Mist. Wir sind wieder beim Alexander .
«… die italienische Zentrale war höchst verwundert über die Bildunterschrift.»
Ach, die auch? Na toll. Dann ist mein Ruf bereits in ganz Europa ruiniert!
Ich will mich gerade aufregen, da fällt mir Ben ein und wie gelassen er gestern auf das Thema Homosexualität reagiert hat. Möglicherweise sollte mich das alles auch nicht so sehr aufregen. Da steh ich doch drüber. Außerdem hätte Victoria die Sache ja auch gerne selbst mal geraderücken können.

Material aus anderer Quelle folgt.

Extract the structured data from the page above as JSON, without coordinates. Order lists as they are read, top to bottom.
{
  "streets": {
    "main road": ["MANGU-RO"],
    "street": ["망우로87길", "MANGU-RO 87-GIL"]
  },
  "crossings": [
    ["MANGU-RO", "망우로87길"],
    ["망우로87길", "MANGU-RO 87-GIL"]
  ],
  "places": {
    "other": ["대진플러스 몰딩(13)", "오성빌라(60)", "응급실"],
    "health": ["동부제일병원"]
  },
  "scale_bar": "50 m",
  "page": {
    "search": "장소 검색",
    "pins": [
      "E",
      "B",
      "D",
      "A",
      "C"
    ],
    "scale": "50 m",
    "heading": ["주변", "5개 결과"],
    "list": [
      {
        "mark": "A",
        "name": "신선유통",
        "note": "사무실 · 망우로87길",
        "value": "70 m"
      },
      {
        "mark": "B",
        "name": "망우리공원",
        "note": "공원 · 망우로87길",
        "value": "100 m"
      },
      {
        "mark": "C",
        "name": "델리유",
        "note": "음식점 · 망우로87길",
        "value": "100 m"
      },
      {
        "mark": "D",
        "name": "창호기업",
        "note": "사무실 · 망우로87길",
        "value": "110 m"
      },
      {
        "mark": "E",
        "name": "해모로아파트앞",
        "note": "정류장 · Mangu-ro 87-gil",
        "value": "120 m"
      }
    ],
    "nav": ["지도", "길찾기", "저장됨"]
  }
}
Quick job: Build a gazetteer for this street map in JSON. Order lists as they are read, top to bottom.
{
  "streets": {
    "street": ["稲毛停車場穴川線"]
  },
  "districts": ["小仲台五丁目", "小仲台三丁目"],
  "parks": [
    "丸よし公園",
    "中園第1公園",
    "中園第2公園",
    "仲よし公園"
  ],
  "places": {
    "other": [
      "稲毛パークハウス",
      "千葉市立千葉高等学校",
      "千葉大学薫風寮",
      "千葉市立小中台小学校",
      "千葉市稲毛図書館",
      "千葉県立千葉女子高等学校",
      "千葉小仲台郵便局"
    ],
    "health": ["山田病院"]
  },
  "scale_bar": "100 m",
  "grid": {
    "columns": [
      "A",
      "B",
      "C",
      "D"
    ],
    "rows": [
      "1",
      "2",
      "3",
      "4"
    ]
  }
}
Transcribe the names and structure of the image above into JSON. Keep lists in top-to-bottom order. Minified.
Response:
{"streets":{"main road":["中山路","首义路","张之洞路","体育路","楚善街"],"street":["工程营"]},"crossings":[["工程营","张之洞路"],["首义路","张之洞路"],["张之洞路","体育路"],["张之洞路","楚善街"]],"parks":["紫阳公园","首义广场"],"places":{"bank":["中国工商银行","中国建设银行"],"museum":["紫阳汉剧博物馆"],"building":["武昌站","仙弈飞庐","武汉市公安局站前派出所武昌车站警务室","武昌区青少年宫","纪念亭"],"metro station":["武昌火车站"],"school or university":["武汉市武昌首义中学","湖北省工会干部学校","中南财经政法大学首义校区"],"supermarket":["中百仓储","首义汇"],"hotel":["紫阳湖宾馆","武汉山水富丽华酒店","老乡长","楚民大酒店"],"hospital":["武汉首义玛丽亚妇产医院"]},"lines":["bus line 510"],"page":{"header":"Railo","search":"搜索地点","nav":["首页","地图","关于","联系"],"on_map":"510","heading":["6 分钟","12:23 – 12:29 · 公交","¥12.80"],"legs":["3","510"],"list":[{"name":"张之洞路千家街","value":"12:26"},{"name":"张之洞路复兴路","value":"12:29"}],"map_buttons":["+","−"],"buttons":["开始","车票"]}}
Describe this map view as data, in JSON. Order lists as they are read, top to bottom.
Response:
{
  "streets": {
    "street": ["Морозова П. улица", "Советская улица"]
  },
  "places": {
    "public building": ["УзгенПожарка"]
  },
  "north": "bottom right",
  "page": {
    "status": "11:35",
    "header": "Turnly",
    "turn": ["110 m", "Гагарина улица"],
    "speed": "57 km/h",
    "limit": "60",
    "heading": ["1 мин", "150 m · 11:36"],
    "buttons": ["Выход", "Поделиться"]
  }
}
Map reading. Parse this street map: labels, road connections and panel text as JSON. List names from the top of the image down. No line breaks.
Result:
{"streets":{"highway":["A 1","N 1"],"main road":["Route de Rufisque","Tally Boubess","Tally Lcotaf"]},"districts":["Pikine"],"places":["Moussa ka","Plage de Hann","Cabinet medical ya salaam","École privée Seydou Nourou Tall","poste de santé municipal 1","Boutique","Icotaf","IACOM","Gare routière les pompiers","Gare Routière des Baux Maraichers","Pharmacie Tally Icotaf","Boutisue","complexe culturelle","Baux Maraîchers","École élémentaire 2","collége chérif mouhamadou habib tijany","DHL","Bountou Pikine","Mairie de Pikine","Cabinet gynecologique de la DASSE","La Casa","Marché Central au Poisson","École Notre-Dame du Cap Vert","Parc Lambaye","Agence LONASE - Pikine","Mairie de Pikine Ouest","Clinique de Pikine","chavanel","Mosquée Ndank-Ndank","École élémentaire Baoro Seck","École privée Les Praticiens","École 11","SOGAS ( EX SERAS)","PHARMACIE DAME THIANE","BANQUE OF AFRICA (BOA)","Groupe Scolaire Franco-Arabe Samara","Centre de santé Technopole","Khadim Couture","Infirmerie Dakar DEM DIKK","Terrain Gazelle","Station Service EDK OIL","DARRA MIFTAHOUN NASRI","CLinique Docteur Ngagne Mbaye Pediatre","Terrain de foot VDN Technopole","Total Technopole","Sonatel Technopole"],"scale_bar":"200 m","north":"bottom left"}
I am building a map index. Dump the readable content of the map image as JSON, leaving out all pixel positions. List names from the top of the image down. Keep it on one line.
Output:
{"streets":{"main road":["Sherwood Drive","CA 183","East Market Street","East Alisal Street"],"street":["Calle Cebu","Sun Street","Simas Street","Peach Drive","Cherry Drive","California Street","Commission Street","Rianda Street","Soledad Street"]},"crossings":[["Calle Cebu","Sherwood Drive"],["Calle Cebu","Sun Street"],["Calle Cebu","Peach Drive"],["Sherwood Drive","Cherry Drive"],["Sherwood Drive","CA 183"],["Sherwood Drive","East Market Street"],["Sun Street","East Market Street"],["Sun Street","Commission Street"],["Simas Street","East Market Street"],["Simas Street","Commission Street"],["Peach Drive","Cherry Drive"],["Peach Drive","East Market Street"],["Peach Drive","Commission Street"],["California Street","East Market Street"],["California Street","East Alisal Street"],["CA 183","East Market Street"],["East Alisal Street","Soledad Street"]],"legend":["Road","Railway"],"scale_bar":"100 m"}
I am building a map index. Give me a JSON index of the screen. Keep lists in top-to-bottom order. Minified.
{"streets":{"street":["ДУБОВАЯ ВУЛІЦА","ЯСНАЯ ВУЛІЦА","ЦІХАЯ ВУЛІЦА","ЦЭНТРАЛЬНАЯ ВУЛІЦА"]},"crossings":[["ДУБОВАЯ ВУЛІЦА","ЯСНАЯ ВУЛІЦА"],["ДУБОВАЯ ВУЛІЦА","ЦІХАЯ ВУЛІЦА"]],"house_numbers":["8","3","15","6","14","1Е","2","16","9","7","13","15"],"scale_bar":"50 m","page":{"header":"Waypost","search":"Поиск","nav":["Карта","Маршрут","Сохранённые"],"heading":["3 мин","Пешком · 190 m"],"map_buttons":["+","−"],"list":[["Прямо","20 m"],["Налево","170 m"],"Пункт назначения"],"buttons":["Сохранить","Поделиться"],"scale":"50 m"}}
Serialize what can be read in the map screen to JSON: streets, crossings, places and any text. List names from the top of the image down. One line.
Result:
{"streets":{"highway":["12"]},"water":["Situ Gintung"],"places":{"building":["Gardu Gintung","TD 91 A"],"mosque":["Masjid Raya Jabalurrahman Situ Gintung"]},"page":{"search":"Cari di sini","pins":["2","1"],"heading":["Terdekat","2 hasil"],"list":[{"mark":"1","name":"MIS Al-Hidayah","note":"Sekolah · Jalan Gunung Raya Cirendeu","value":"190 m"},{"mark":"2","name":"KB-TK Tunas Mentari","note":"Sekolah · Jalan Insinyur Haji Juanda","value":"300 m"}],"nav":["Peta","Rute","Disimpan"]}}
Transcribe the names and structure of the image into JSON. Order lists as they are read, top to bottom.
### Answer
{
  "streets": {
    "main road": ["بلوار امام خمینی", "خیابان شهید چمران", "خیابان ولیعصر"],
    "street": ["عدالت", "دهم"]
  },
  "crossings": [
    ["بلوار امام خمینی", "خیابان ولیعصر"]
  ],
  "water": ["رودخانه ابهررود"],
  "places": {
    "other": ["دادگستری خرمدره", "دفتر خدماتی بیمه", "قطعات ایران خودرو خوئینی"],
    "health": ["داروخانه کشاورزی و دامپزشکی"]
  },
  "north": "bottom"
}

«Du weißt doch ganz genau, dass die Presse bei der Bildunterschrift gelogen hat», sage ich zu meiner Verteidigung, «du hättest es Esmeralda Karamella irgendwie sagen müssen.»
«Woher sollte ich das denn bitte schön wissen?», fragt sie gereizt.
Also, jetzt rege ich mich aber doch langsam ein bisschen auf! Eineinhalb Stunden haben wir gestern auf dem Sofa herumgeturnt, ich hatte die Erektion meines Lebens, und Victoria zweifelt an meiner Männlichkeit? Ich kralle mich am Tresen fest. Kann eine Frau so gemein sein?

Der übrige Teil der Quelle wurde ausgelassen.